Missing implementation of right multiply for QR decomposition #1738

evelyne-ringoot · 2023-01-20T14:25:08Z

Hi, There appears to be missing an implementation of right multiply for QR decomposition.

using LinearAlgebra, CUDA
a=CUDA.randn(3,3)
b=CUDA.randn(3,3)
q=qr(a).Q
q * b # works fine
b * q #results in an error

It results in this error:

ERROR: ArgumentError: cannot take the CPU address of a CuArray{Float32, 2, CUDA.Mem.DeviceBuffer}
Stacktrace:
 [1] unsafe_convert(#unused#::Type{Ptr{Float32}}, x::CuArray{Float32, 2, CUDA.Mem.DeviceBuffer})
 [2] ormqr!(side::Char, trans::Char, A::CuArray{Float32, 2, CUDA.Mem.DeviceBuffer}, tau::CuArray{Float32, 1, CUDA.Mem.DeviceBuffer}, C::CuArray{Float32, 2, CUDA.Mem.DeviceBuffer})
 [3] rmul!(A::CuArray{Float32, 2, CUDA.Mem.DeviceBuffer}, B::LinearAlgebra.QRPackedQ{Float32, CuArray{Float32, 2, CUDA.Mem.DeviceBuffer}, CuArray{Float32, 1, CUDA.Mem.DeviceBuffer}})
 [4] *(A::CuArray{Float32, 2, CUDA.Mem.DeviceBuffer}, Q::LinearAlgebra.QRPackedQ{Float32, CuArray{Float32, 2, CUDA.Mem.DeviceBuffer}, CuArray{Float32, 1, CUDA.Mem.DeviceBuffer}})

Version info

Julia Version 1.8.0
CUDA toolkit 11.7, artifact installation
NVIDIA driver 516.54.0, for CUDA 11.7
CUDA driver 11.7

Libraries:
- CUBLAS: 11.10.1
- CURAND: 10.2.10
- CUFFT: 10.7.1
- CUSOLVER: 11.3.5
- CUSPARSE: 11.7.3
- CUPTI: 17.0.0
- NVML: 11.0.0+516.54
- CUDNN: 8.30.2 (for CUDA 11.5.0)
- CUTENSOR: 1.4.0 (for CUDA 11.5.0)

Toolchain:
- Julia: 1.8.0
- LLVM: 13.0.1
- PTX ISA support: 3.2, 4.0, 4.1, 4.2, 4.3, 5.0, 6.0, 6.1, 6.3, 6.4, 6.5, 7.0, 7.1, 7.2
- Device capability support: sm_35, sm_37, sm_50, sm_52, sm_53, sm_60, sm_61, sm_62, sm_70, sm_72, sm_75, sm_80, sm_86

1 device:
  0: NVIDIA GeForce RTX 3050 Laptop GPU (sm_86, 3.370 GiB / 4.000 GiB available)

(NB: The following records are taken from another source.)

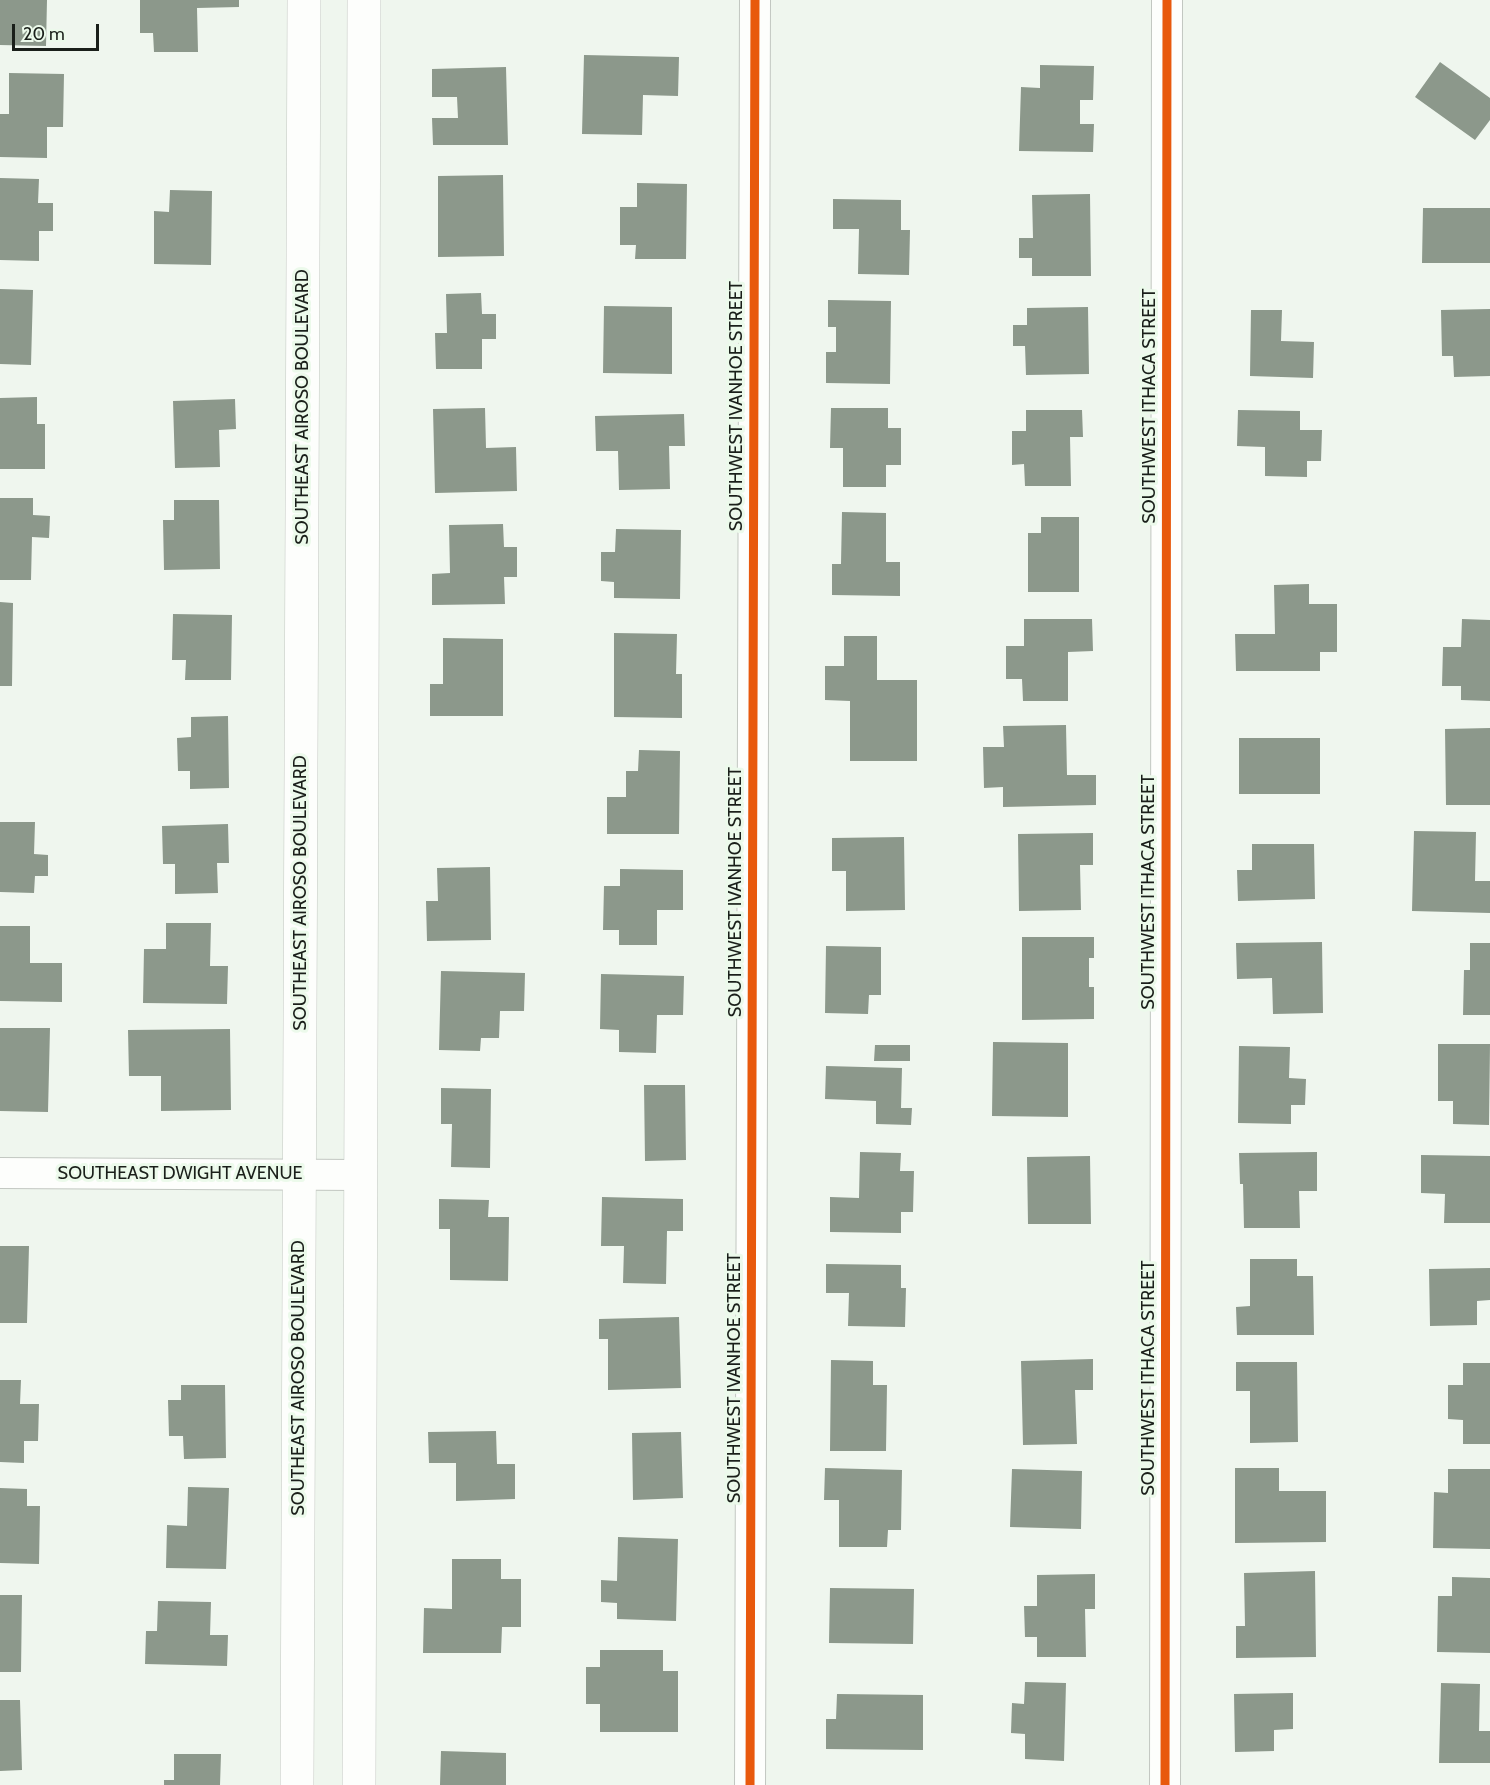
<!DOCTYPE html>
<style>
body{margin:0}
#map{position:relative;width:1490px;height:1785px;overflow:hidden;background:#eff6ee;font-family:Cabin,sans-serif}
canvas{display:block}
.scale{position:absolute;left:12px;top:24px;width:87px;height:27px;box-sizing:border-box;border:3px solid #1a1f1a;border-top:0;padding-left:8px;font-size:18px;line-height:21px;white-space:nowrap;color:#1a1f1a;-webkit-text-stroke:4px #ecfaeb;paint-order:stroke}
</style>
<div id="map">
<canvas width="1490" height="1785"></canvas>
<div class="scale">20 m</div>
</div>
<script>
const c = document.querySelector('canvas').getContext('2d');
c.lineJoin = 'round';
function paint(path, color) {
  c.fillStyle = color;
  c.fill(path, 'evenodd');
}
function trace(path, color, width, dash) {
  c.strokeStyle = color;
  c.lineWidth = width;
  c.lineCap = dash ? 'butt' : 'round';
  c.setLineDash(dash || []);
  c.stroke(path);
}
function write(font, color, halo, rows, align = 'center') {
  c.font = font + ' Cabin,sans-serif';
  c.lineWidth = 6;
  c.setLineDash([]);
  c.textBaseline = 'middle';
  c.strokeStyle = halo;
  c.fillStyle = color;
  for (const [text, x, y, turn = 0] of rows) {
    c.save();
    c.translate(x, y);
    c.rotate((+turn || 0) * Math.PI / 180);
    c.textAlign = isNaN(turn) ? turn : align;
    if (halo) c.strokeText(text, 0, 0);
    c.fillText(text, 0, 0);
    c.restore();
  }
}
paint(new Path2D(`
 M 0,0 L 47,0 L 46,46 L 0,45 Z
 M 140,0 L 239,0 L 239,7 L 197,8 L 198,52 L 154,52 L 153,33 L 140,33 Z
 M 584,55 L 679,57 L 678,96 L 643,95 L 642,135 L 582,134 Z
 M 1440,62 L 1490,98 L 1490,120 L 1475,140 L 1415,97 Z
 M 1040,65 L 1094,66 L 1093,100 L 1080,100 L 1080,124 L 1094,124 L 1093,152 L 1019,151 L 1021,87 L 1040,88 Z
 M 506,67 L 508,145 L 433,145 L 432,118 L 458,118 L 457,97 L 432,97 L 432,69 Z
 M 9,73 L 64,74 L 63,127 L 47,127 L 47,158 L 0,157 L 0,114 L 9,114 Z
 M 503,175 L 504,256 L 438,257 L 438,176 Z
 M 0,178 L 39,179 L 38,203 L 53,203 L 53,231 L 39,231 L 39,261 L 0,260 Z
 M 637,183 L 687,184 L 686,259 L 635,259 L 636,245 L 620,245 L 620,207 L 637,207 Z
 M 170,190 L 212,191 L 211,265 L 154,264 L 154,211 L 169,212 Z
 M 1090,194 L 1091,276 L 1032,276 L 1032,258 L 1019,258 L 1019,238 L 1033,238 L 1032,195 Z
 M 833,199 L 901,200 L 901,230 L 910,230 L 909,275 L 858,274 L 859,229 L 833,229 Z
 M 1423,208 L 1490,208 L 1490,263 L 1422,263 Z
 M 0,289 L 33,290 L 31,365 L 0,364 Z
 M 481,293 L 482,314 L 496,314 L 496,339 L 482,339 L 482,369 L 436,369 L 435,333 L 447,333 L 446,294 Z
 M 828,300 L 891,301 L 890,384 L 826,383 L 826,352 L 836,352 L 836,327 L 828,327 Z
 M 604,306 L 672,307 L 672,374 L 603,373 Z
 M 1088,307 L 1089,374 L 1026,375 L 1025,346 L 1013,346 L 1013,325 L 1027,325 L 1027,308 Z
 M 1490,309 L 1490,376 L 1454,377 L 1453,356 L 1442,356 L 1441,310 Z
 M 1251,310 L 1282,310 L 1281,341 L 1314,342 L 1313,378 L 1250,376 Z
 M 37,397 L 37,424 L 45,424 L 45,469 L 0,469 L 0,398 Z
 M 235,399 L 236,429 L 219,430 L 220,467 L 175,468 L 173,401 Z
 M 485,408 L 486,448 L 516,447 L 517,491 L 435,493 L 433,409 Z
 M 831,408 L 888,408 L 888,428 L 901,428 L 901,465 L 886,465 L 886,487 L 843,487 L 843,448 L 830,448 Z
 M 1026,410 L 1082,410 L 1083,437 L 1070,437 L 1071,486 L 1025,486 L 1024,464 L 1012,465 L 1012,431 L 1026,431 Z
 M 1238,410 L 1300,411 L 1300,430 L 1322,430 L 1321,461 L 1307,461 L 1307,477 L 1265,476 L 1265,447 L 1237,446 Z
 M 684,414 L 685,446 L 669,446 L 670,489 L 619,490 L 618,451 L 596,451 L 595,416 Z
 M 0,498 L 33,498 L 33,515 L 50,516 L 49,538 L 32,537 L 31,580 L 0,580 Z
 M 174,500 L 219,500 L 220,569 L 164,570 L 163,520 L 174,520 Z
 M 842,512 L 886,513 L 886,562 L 900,562 L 900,596 L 832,595 L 832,564 L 841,564 Z
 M 1041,517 L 1079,517 L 1079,592 L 1028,592 L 1028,533 L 1041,533 Z
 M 503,524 L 504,547 L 517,547 L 517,577 L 504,577 L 505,604 L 432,605 L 432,574 L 450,573 L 449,525 Z
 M 616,529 L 681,530 L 680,599 L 614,598 L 614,582 L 601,581 L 601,552 L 615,552 Z
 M 1309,584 L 1309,604 L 1337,604 L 1337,652 L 1320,652 L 1320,671 L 1236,671 L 1235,634 L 1275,634 L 1274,585 Z
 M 0,602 L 13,603 L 12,686 L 0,686 Z
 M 173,614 L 232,615 L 231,680 L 185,680 L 186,660 L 172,660 Z
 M 1024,619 L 1092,619 L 1093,651 L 1068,652 L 1068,701 L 1023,701 L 1022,679 L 1006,679 L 1006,646 L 1024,646 Z
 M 1462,619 L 1490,620 L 1490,701 L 1461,700 L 1461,686 L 1442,686 L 1443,647 L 1461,647 Z
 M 614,633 L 677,634 L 676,674 L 682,674 L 682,718 L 614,717 Z
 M 844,636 L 877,636 L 877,680 L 917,680 L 917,761 L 850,761 L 850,701 L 825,700 L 825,666 L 844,666 Z
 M 443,638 L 503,639 L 503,716 L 430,716 L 430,684 L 443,684 Z
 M 228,716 L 229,788 L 190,789 L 190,771 L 178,771 L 177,738 L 191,737 L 191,717 Z
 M 1066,725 L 1067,775 L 1096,775 L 1096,805 L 1003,807 L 1003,787 L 984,788 L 983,747 L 1004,747 L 1003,726 Z
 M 1490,728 L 1490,805 L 1446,805 L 1445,729 Z
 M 1239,738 L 1320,738 L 1320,794 L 1239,794 Z
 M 639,750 L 680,751 L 679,834 L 607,834 L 607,797 L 626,797 L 626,771 L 638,771 Z
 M 0,822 L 35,822 L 34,854 L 48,855 L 48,876 L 35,876 L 34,893 L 0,892 Z
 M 228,824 L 229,863 L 217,863 L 218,893 L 175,894 L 175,864 L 163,864 L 162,826 Z
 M 1414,831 L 1476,832 L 1475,881 L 1490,881 L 1490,913 L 1412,911 Z
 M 1093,833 L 1093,865 L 1080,865 L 1081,910 L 1019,911 L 1018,834 Z
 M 904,837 L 905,910 L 846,911 L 846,871 L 832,871 L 832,838 Z
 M 1252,844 L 1314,844 L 1315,899 L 1238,901 L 1237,870 L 1252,870 Z
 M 490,867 L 491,940 L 427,941 L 426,901 L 438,901 L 437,868 Z
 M 620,869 L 683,870 L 683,910 L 657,910 L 657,945 L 619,945 L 619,930 L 603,930 L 604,886 L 620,886 Z
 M 166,923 L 211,923 L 210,966 L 228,966 L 227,1004 L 143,1003 L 144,949 L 166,949 Z
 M 0,926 L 30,926 L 30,963 L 62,963 L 62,1002 L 0,1001 Z
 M 1022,937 L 1094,937 L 1094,958 L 1089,958 L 1089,987 L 1094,987 L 1094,1019 L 1022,1020 Z
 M 1322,942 L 1323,1013 L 1273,1014 L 1272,978 L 1237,979 L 1236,943 Z
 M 1470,943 L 1490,943 L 1490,1015 L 1463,1015 L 1464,970 L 1470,970 Z
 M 826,946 L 881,947 L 881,995 L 869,995 L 868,1014 L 825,1013 Z
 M 441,971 L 525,973 L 524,1011 L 500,1011 L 499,1038 L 481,1038 L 480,1051 L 439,1050 Z
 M 601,974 L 684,976 L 683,1015 L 657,1015 L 656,1053 L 619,1052 L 619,1030 L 600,1029 Z
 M 0,1028 L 50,1028 L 48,1112 L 0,1111 Z
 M 230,1029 L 231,1110 L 161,1111 L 161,1076 L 129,1076 L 128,1030 Z
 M 993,1042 L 1068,1043 L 1068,1117 L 992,1116 Z
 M 1438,1044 L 1490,1044 L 1489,1125 L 1453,1124 L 1453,1101 L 1438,1101 Z
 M 875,1045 L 910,1045 L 910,1061 L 874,1061 Z
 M 1239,1046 L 1290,1047 L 1289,1078 L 1306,1079 L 1305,1105 L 1291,1105 L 1291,1124 L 1238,1123 Z
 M 826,1066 L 902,1068 L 901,1108 L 912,1108 L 911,1125 L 876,1124 L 876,1101 L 825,1099 Z
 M 644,1085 L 685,1085 L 686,1160 L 645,1161 Z
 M 441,1088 L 491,1089 L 490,1168 L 451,1167 L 452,1124 L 441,1124 Z
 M 860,1152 L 901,1153 L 900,1171 L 914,1171 L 913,1212 L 901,1212 L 901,1233 L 830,1232 L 830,1197 L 859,1198 Z
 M 1317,1152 L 1317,1191 L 1299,1191 L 1300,1228 L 1244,1228 L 1243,1184 L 1240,1184 L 1239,1153 Z
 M 1421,1155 L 1490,1156 L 1490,1223 L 1444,1223 L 1445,1194 L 1421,1193 Z
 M 1090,1156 L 1091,1224 L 1028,1224 L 1027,1157 Z
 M 602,1197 L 683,1199 L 683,1231 L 667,1231 L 666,1284 L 623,1283 L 624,1246 L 601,1246 Z
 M 439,1199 L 489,1200 L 488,1217 L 509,1217 L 508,1281 L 450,1280 L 450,1229 L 439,1229 Z
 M 0,1246 L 29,1246 L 27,1323 L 0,1323 Z
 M 1250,1259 L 1297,1259 L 1297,1276 L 1313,1276 L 1314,1335 L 1237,1335 L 1236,1307 L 1250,1306 Z
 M 826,1264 L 901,1265 L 901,1288 L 906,1288 L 905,1327 L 848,1326 L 849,1293 L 826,1293 Z
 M 1490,1268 L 1490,1300 L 1477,1301 L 1477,1325 L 1430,1326 L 1429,1269 Z
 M 679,1317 L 681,1388 L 608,1390 L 608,1339 L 599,1339 L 599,1319 Z
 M 1093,1359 L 1093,1390 L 1075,1390 L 1077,1444 L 1023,1445 L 1021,1361 Z
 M 831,1360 L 873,1361 L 873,1385 L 887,1385 L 886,1451 L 830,1451 Z
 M 1236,1362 L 1297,1362 L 1298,1442 L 1250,1443 L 1250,1391 L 1236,1391 Z
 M 1463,1363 L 1490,1363 L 1490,1444 L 1463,1444 L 1463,1420 L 1448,1419 L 1448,1385 L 1463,1385 Z
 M 0,1380 L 21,1380 L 20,1404 L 39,1404 L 38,1441 L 24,1441 L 24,1463 L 0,1462 Z
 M 181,1385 L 225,1385 L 226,1458 L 184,1459 L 183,1436 L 169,1436 L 168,1400 L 181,1400 Z
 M 496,1431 L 497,1464 L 515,1464 L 515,1499 L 456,1501 L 456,1463 L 429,1463 L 428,1432 Z
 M 681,1432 L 683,1498 L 633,1500 L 632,1433 Z
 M 825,1468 L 902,1470 L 901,1530 L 888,1530 L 887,1547 L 839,1547 L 839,1500 L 824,1500 Z
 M 1235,1468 L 1279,1468 L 1279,1491 L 1326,1491 L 1326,1542 L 1235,1543 Z
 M 1012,1469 L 1082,1471 L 1081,1529 L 1010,1527 Z
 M 1448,1469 L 1490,1469 L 1490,1549 L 1433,1548 L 1434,1492 L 1448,1493 Z
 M 188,1487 L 229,1488 L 226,1569 L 166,1568 L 167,1525 L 187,1526 Z
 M 0,1488 L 27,1489 L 27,1506 L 40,1506 L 39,1564 L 0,1563 Z
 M 618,1537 L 678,1539 L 676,1621 L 617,1619 L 617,1603 L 601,1602 L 601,1580 L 617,1581 Z
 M 452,1559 L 501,1559 L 501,1579 L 521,1579 L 521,1627 L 502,1627 L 501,1653 L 423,1653 L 424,1608 L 452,1609 Z
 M 1315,1571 L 1316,1657 L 1236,1658 L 1236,1626 L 1245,1626 L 1244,1573 Z
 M 1095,1574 L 1095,1609 L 1085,1609 L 1086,1657 L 1037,1657 L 1037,1637 L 1025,1637 L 1024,1606 L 1037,1606 L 1037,1575 Z
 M 1452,1577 L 1490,1578 L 1490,1653 L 1437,1652 L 1438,1596 L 1452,1596 Z
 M 830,1588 L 914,1589 L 913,1644 L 829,1643 Z
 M 0,1595 L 22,1595 L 21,1672 L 0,1672 Z
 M 158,1601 L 211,1602 L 210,1635 L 228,1635 L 227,1666 L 145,1664 L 146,1631 L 157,1631 Z
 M 600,1650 L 663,1650 L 663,1671 L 678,1671 L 678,1732 L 600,1732 L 600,1704 L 586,1704 L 586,1667 L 600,1667 Z
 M 1025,1682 L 1066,1683 L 1064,1761 L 1025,1759 L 1025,1734 L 1011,1733 L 1012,1703 L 1024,1704 Z
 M 1441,1683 L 1480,1684 L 1479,1731 L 1490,1731 L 1490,1763 L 1439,1763 Z
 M 1293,1693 L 1293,1729 L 1274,1730 L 1274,1751 L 1235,1752 L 1234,1694 Z
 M 837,1694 L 923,1695 L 923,1750 L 826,1749 L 826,1719 L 836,1719 Z
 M 0,1700 L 20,1700 L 22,1770 L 0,1771 Z
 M 441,1751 L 506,1753 L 506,1785 L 440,1785 Z
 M 174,1754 L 221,1754 L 220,1785 L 164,1785 L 164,1780 L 174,1780 Z`), '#8c988b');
const street = new Path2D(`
 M 0,1173 L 360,1175
 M 750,1785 L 755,0
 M 1165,1785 L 1167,0`);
const secondary = new Path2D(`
 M 297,1785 L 304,0
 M 359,1785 L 364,0`);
trace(street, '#c2c7c1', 32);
trace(secondary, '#c2c7c1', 34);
trace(street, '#fdfefc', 30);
trace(secondary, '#fdfefc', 33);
trace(new Path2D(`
 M 750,1785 L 755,0
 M 1165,1785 L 1167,0`), '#e8590c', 9);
write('18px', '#1a1f1a', '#ecfaeb', [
 ["SOUTHWEST IVANHOE STREET",737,406,-90],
 ["SOUTHWEST ITHACA STREET",1150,406,-90],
 ["SOUTHEAST AIROSO BOULEVARD",303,407,-90],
 ["SOUTHWEST IVANHOE STREET",736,892,-90],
 ["SOUTHWEST ITHACA STREET",1149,892,-90],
 ["SOUTHEAST AIROSO BOULEVARD",301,893,-90],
 ["SOUTHEAST DWIGHT AVENUE",180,1174],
 ["SOUTHEAST AIROSO BOULEVARD",299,1378,-90],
 ["SOUTHWEST IVANHOE STREET",735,1378,-90],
 ["SOUTHWEST ITHACA STREET",1149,1378,-90]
]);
</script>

The text was updated successfully, but these errors were encountered:

maleadt · 2023-01-20T15:10:27Z

Adding this seems easy enough, #1739, but this isn't my domain so I'm not sure how to test this (e.g. what are the properties of x * qr(y).Q). We already have a bunch of qr tests, maybe you can suggest how to cover the added rmul! functionality?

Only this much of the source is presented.